Wie schon berichtet, ziehen wir in zwei Wochen in unser Eigenheim. Irgendwie kann ich das alles noch gar nicht fassen. Der damit verbundene Stress zieht mich mal wieder gerade richtig runter. Ich fühle mich dem Ganzen nicht gewachsen und ärgere mich, dass ich so uncool mit der Situation umgehe.
Manchmal ärgere ich mich auch darüber, dass ich soviel Zeit, Energie und Kohle in das Projekt stecke. Und dann frage ich mich, ob das alles richtig ist. Aber das ist mal wieder der unsichere Herr Müller, der am liebsten davonläuft, wenn die Verantwortung auf die Lungenflügeln drückt und Mann seinen Mann stehen muss.
Dabei war ich mir vor einem halben Jahr relativ sicher, dass ich damit richtig fahre. Klar haben Doro und ich uns und Gott gefragt, ob wir uns hier – im “Großraum” Pforzheim – niederlassen sollen.
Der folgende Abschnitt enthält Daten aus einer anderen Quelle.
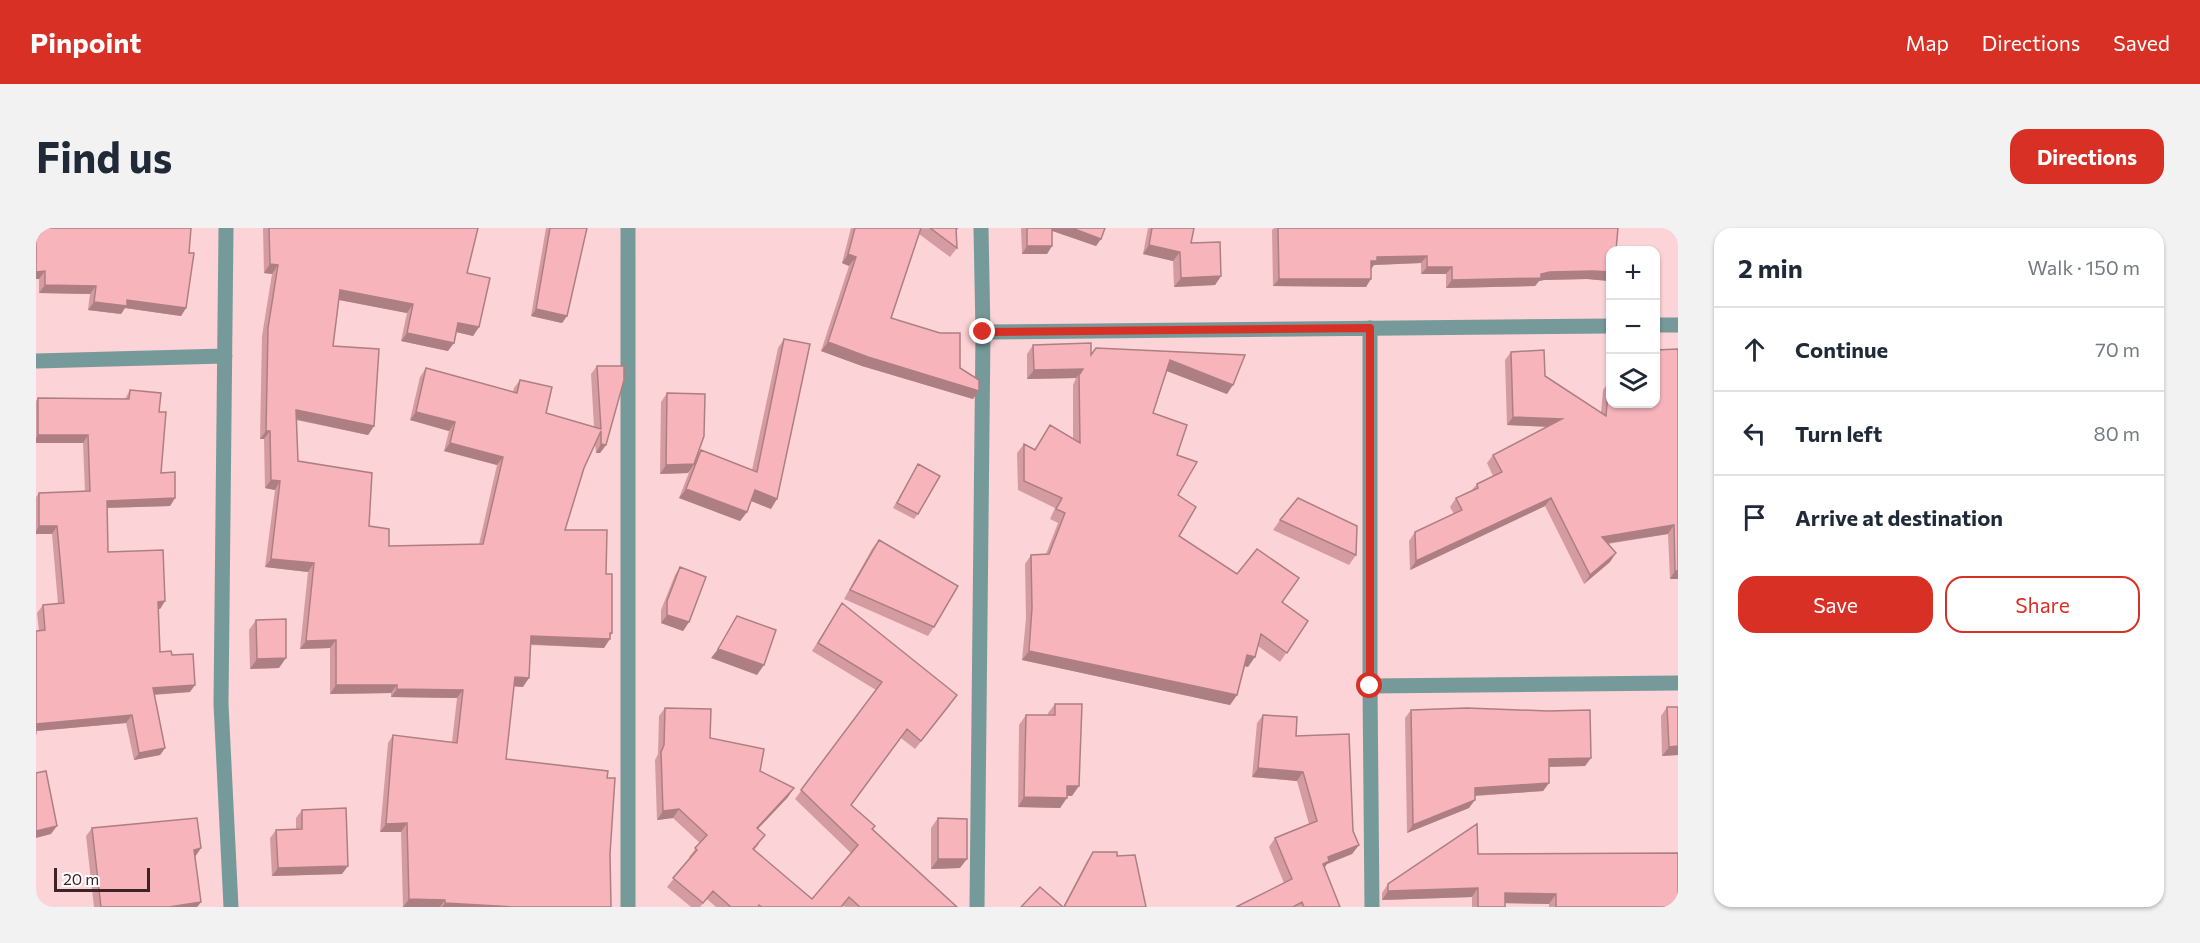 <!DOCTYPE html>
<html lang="en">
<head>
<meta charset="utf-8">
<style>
  :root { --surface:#fff; --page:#f2f2f3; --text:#1f2937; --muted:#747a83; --line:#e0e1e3; --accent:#d93025 }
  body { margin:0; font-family:Commissioner,sans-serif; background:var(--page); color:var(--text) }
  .controls { position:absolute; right:18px; top:18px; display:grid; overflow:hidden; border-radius:12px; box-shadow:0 2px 4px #0004 }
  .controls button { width:54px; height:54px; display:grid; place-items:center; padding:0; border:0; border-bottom:2px solid var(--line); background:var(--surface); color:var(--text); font:30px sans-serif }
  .scale { position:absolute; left:18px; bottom:15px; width:96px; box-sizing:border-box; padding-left:6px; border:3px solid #3c2326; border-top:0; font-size:16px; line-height:21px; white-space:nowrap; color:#3c2326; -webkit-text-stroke:4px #fff; paint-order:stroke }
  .stop { position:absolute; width:18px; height:18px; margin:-14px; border:4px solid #d93025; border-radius:50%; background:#fff }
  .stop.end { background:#d93025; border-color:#fff; box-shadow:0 2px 6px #0008 }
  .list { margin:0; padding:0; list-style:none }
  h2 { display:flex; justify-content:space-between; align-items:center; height:78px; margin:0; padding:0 24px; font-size:26px }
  h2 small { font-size:20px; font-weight:400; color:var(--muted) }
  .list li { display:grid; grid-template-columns:39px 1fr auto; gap:18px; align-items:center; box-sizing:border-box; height:84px; padding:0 24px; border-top:2px solid var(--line) }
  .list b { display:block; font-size:22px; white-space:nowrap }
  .list em { font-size:20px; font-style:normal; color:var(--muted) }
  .actions { display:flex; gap:12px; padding:18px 24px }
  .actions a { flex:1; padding:14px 0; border:2px solid var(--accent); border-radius:18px; text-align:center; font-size:21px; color:var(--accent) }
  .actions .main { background:var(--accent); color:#fff }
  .icon { flex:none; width:33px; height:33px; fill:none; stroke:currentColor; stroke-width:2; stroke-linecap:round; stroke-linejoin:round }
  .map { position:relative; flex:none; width:1642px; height:679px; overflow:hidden; border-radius:18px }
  header { display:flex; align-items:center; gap:36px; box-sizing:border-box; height:84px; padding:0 30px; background:var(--accent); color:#fff }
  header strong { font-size:28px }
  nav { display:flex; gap:33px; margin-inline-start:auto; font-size:21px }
  .intro { display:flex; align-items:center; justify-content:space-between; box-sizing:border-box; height:144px; padding:0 36px }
  h1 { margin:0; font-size:42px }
  .button { padding:15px 27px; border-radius:18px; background:var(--accent); color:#fff; font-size:21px; font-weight:700 }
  main { display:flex; gap:36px; padding:0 36px }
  aside { flex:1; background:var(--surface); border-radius:18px; box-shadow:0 2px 4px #0004 }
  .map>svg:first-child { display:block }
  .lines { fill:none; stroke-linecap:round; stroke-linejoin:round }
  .minor { stroke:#769a99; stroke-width:15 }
  .wall { fill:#d49ca1 }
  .shaded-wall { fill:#ad7f83 }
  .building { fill:#f7b5bb; stroke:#ad7f83; stroke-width:1.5 }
  .route { stroke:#d93025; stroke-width:8 }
</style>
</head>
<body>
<header>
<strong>Pinpoint</strong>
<nav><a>Map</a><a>Directions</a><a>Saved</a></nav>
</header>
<div class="intro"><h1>Find us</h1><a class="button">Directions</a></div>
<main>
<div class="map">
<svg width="1642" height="679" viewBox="0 0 1642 679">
  <rect width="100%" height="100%" fill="#fcd3d6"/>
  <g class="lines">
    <path class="minor" d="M190 0 185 476 195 679
      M1620 97H1642
      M1334 100V458L1336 679
      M947 104 1574 98
      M0 133 189 128
      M1334 458 1642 455
      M592 679V0
      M941 679 947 104 945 0"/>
  </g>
  <path class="wall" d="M0 0 150 80 145 88 89 80 85 86 52 82 54 66 3 65V51Z
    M227 0H442L431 45 443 99 437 108 420 104 412 123 365 113 371 85 303 72 297 118 338 198 332 207 260 192 262 233 333 298 353 318 443 316 461 237 408 223 413 203 374 192 384 149 390 140 477 164 478 160 484 152 510 185 558 199 555 146 561 138 570 217 564 225H560L559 216 548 240 529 302 570 346 576 405 568 420 494 417 487 459 478 458 470 531 571 550 575 679H367L365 604H344L352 515 357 507 416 514 421 470 355 469V465L294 466V420L264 421 272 344 229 339 239 262 229 260 228 211H224L226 108 236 46 228 45Z
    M510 0H551L531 88 526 95 495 88Z
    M815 0H923L920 3 921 20 914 29 883 6 855 90 924 140 937 171 826 138 785 123 813 38 806 35Z
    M985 0H1069L1065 11 1060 18 1016 3V18L1011 26H986Z
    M1112 0H1158L1155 15 1185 48 1179 57 1138 59 1137 33 1107 26Z
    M1238 0H1582L1575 22V50L1573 53 1551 51 1508 52 1503 53 1499 58 1410 60V46H1385V35L1338 37 1335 41 1330 59 1237 58 1236 2Z
    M748 111 735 281 715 273 711 284 704 293 643 270 654 242 652 245 624 246 625 174 631 165 662 226 665 222 716 242 742 120Z
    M997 117 1055 126 1060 120 1209 127 1191 166 1131 143 1117 185 1141 227 1143 308 1201 346 1246 374 1272 393 1244 434 1222 418 1212 439 1209 438 1201 467 1194 477 986 432 990 390 989 336 995 327 1010 326 1022 295 1014 291 1019 280 982 262 981 225 988 216 999 221 1014 197 1037 211V157L1040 150 991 151V126Z
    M1642 121V351H1634L1632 306 1572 316 1574 334 1548 356 1509 278 1374 342 1373 313 1379 304 1418 286 1414 279 1420 270 1435 263 1441 256 1457 248 1451 235 1457 227 1511 199 1471 197 1469 132 1475 124 1509 148 1565 185 1567 162 1573 154 1575 176Z
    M94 162 123 184 125 245 139 270 134 278 71 280 72 324 129 373 124 381H122L124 424 136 427 154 464 118 467 129 520 124 527 98 532 90 495 1 503V506L0 507V403H3L1 385 7 377 22 376 16 306H0V269L3 265 49 264 47 215H0V173L2 170 89 171Z
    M882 236V286L878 291 857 280Z
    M1244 292 1320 327 1313 337 1237 302Z
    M843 312 898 399 892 408 808 371 836 321Z
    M644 339 653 394 647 403 625 395V382L639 347Z
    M806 375 915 476 879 521 865 510 815 577 837 601 921 679H809L807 678 806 679H680L671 671 664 679H655L631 659 654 630 653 629 664 615 637 590 621 592 619 532 622 526 623 488 629 480 724 543 752 569 722 601 723 616 718 622 776 671 815 625 759 571 840 462 776 423Z
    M220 392 243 440 214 441 213 402Z
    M1019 476 1036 568H1031L1024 580 982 579 983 497 990 487H1012V485Z
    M1631 479 1642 527 1626 528 1625 488Z
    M1375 482 1555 530 1549 538 1513 539V555L1507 563 1439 568 1433 580 1371 605 1369 490Z
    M1227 487 1260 508 1317 603 1323 617 1316 626 1291 636 1288 640 1304 679H1200L1248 655 1233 619 1239 610 1273 596 1261 553 1216 549 1221 495Z
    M266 582 306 646 236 648 234 610 240 602 260 601V590Z
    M902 590 924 640 895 641V600Z
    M56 600 159 629 165 674 161 679H58L50 608Z
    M1057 624 1081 628 1110 679H985H1027L1051 633Z
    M1442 626 1642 679H1513V676L1469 675V679H1436V669L1346 672V665L1352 656Z"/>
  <path class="shaded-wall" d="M1011 0H1036L1065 11 1060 18 1011 1Z
    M1113 17 1144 24 1137 33 1107 26Z
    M991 18H1016L1011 26H986Z
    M812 26 820 29 813 38 806 35Z
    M1391 28 1385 35 1338 37 1335 41H1329L1335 33 1341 29Z
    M234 36 242 37 236 46 228 45Z
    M1391 39H1416L1410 46H1385Z
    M9 43 3 51H0V44Z
    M1557 43 1575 44V50L1573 53 1551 51 1508 52 1503 53 1499 58 1410 60 1416 52 1514 44Z
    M1185 48 1179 57 1138 59 1145 50Z
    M1243 51H1335L1330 59 1237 58Z
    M9 57 60 58 54 66 3 65Z
    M304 62 377 76 371 85 298 71Z
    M91 72 150 80 145 88 89 80 85 86 52 82 58 74Z
    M500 81 531 88 526 95 495 88Z
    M422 95 443 99 437 108 416 103Z
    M371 105 418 115 412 123 365 113Z
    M792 114 943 163 937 171 826 138 785 123Z
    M1134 132 1197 157 1191 166 1128 142Z
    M1047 141 1040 150 991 151 998 142Z
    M260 182 338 198 332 207 254 190Z
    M380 184 419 194 413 203 374 192Z
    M1477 189 1526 191 1520 199 1471 197Z
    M230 203H234L228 211H224Z
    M2 207H52L47 215H0V210Z
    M414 215 467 229 461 237 408 223Z
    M565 216 570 217 564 225H560Z
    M658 236 652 245 624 246 630 237Z
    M235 252 244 253 239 262 229 260Z
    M650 261 711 284 704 293 643 270Z
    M719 262 741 271 735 281 713 272Z
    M139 270 134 278 65 280 71 273Z
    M1515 270 1509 278 1374 342 1380 333Z
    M1638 297 1632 306 1560 317 1566 309Z
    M3 298H21L16 306H0V303Z
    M1580 325 1574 334 1548 356 1554 347Z
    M235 331 278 335 272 344 229 339Z
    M1639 343H1642V351H1634Z
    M129 373 124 381H117L122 374Z
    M631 387 653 394 647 403 625 395Z
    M576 405 571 411H574L568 420 489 416 495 408Z
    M300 412 294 420 264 421 270 413Z
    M682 421 728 437 721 447 675 430Z
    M993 423 1201 467 1194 477 986 432Z
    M1211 427 1219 429 1212 439 1205 437Z
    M250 430 243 440 214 441 221 431Z
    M479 449 493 450 487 459 473 458Z
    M159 457 154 464 111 467 117 460Z
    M300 457H361L355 465 294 466Z
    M361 461 427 462 421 470 355 469Z
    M96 487 90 495 0 503V496Z
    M1642 518V527L1626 528 1633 519Z
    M129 520 124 527 98 532 103 525Z
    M1555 530 1549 538 1507 539 1513 531Z
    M1222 540 1267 544 1261 553 1216 549Z
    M1513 555 1507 563 1433 568 1439 560Z
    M1031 558H1043L1036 568 1024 567Z
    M758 560 752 569 715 608 721 600Z
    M988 569 1031 570 1024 580 982 579Z
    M1439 572 1433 580 1371 605 1377 597Z
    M643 581 637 590 621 592 627 583Z
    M371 595 365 604H344L350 596Z
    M21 598 15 606 0 610V603Z
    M1323 617 1316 626 1291 636 1287 642 1280 645 1292 629Z
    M165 620 159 629 152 630 158 622Z
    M902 631H931L924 640 895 641Z
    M312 638 306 646 236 648 242 640Z
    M1442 660 1436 669 1346 672 1352 663Z
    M1469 665 1520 666 1513 676 1462 675Z
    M373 671 409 672 404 679H367Z
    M165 674 161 679H133Z
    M409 675 477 679H406Z"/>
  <path class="building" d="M0 0H155L153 25H158L150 80 91 72V78L58 74 60 58 9 57V43L0 44Z
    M233 0H442L431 45 454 50 443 99 422 95 418 115 371 105 377 76 304 62 297 118 343 121 338 198 260 182 262 233 336 245 333 298 353 301V318L447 316 467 229 414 215 419 194 380 184 390 140 481 165 484 152 516 159 510 185 565 201 561 138H588V152L570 217 565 216V203L548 240 529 302H571L570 346H576V405H574V411L495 408 493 450 479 449 470 531 572 543 571 550H579L574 626 575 679H477L409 675V672L373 671 371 595 350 596 357 507 421 515 427 462 361 461V457H300V412L270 413 278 335 235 331 244 253 235 252 234 203H230L232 100 242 37 234 36Z
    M514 0H551L531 88 500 81Z
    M819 0H885L855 90 904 105H924V140L943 152V163L832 129 792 114 820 29 812 26Z
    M894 0H920L921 20Z
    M991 0H1016V18H991Z
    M1036 0H1069L1065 11Z
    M1116 0H1158L1155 15 1184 14 1185 48 1145 50 1144 24 1113 17Z
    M1242 0H1582L1580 22H1575V44L1557 43 1514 44 1505 46V50L1416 52V39H1391V28L1341 29V33H1335V51H1243Z
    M748 111 774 116 741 271 719 262 711 284 650 261 665 222 721 244Z
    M1055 115V127L1060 120 1209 127 1197 157 1134 132 1117 185 1151 197 1141 227 1161 234 1142 267 1160 279 1143 308 1201 346 1221 321 1263 350 1246 374 1272 393 1251 425 1225 406 1219 429 1211 427 1201 467 993 423 996 380 995 327 1013 326 1029 285 1020 281 1026 270 988 253V216L999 222 1014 197 1044 215 1043 147 1047 141 998 142 997 117Z
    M1642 121V343H1639L1638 297 1566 309 1580 325 1554 347 1515 270 1380 333 1379 304 1426 282 1420 270 1442 260 1441 256 1466 244 1457 227 1526 191 1477 189 1475 124 1508 122 1509 148 1570 188 1573 154H1575V176H1620V122Z
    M94 162 125 165 123 184H130L125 245 139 244V270L71 273 72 324 127 322 129 373 122 374 124 424 135 423 136 427 157 426 159 457 117 460 129 520 103 525 96 487 0 496V403L9 402 7 377 28 375 21 298H3V265L54 263 52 207H2V170L93 171Z
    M631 165 669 166 668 208 658 236 630 237Z
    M882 236 904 248 882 286 861 275Z
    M1262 270 1321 298 1320 327 1244 292Z
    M843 312 922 358 898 399 814 362Z
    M644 339 670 349 653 394 631 387V373Z
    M806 375 921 467 885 513 871 501 815 577 839 598 836 601 921 679H824L813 669 805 679H726L723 677 722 679H695L677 663 667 675 637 650 661 622 659 620 671 607 643 581 627 583 625 524 628 517 629 480 675 481 674 510 728 521 724 543 758 560 721 600 729 607 717 621 776 671 822 617 765 562 846 454 782 415Z
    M701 388 740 402 728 437 682 421Z
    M250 391V430L221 431 220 392Z
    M1019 476H1046L1043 558H1031V570L988 569 990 487H1019Z
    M1631 479H1642V518L1633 519Z
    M1431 480 1512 483 1554 482 1555 530 1513 531V555L1439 560V572L1377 597 1375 482Z
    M1227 487 1261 489 1260 508 1313 506 1317 603 1323 617 1292 629 1293 633 1287 636 1304 679H1268L1266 674 1257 679H1200L1256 651 1239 610 1281 593 1267 544 1222 540Z
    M10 543 21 598 0 603V545Z
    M310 580 312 638 242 640 240 602 266 601V582Z
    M161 590 165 620 158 622 165 674 133 679H65L56 600Z
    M902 590 931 591V631H902Z
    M1441 596 1442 626 1642 625V679H1520V666L1469 665V679H1442V660L1352 663V656Z
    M1057 624H1081V628L1099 627 1110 679H1028Z
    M1004 659 1027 679H985Z"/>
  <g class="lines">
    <path class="route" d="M947 104 1334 100V458"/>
  </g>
</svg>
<div class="controls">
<button>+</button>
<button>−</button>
<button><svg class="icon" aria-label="layers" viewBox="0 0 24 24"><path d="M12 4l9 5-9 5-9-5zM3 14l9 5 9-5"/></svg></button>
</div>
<div class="scale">20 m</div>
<div class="stop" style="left:1334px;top:458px"></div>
<div class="stop end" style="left:947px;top:104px"></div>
</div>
<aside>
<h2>2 min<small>Walk · 150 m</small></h2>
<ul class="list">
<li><svg class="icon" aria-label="ahead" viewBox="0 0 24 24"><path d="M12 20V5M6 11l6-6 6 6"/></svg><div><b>Continue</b></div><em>70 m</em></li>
<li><svg class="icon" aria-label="left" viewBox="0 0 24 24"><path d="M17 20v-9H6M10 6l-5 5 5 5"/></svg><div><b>Turn left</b></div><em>80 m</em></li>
<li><svg class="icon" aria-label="arrive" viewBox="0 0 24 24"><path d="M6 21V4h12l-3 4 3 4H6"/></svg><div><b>Arrive at destination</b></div></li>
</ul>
<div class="actions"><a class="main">Save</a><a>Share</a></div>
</aside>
</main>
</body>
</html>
Gott hat nicht die Veto-Karte ins Spiel geworfen. Andere Türen – unsere Vorstellung, ins Rheinland zu ziehen – haben sich verschlossen.
Und nun bin ich hier gelandet: in der Nähe der wohl “schönsten” Stadt Badens (direkt an der Grenze zu den Schwaben), in der auch nicht mehr alles Gold ist was glänzt. Mein Sohn beginnt, den hießigen Slang nachzuahmen (”gell”, “a bissel”). Na gut, wird er halt zweisprachig aufwachsen. Manchmal wünschte ich mir ein “lokales Berufungserlebnis”, wie Haso, dessen Stadt nur Berlin heißen kann, oder Lütt, der sich Nordhessen verschrieben hat. Es fällt mir schwer zu sagen, dass das hier “meine Heimat” ist. Ich sage dann lieber, dass das hier “unser Platz” ist. Und schön, dass wir an diesem Platz so tolle Freunde und eine Gemeinde gefunden haben. Das ist mit ein Grund, warum wir immer noch hier sind.
Wenn ich dann richtig schlecht drauf bin, frage ich mich, ob ich all diesen beschissenen Reichtum von Immobilie, Erst- und Zweitwagen und anständigem Beruf vor Gott und der Welt rechtfertigen kann. Ist es wirklich legitim, so viel Geld, Zeit und Kraft einfach nur in die eigenen vier Wände zu investieren?
Eigentlich bin ich damit im Reinen und sehe, dass viele biblische Vorbilder primär auch nur die eigene Existenz im Visier hatten und Gott sie darin bestätigt hat. Und ganz nebenbei sind sie dann zu einem Segen für viele geworden.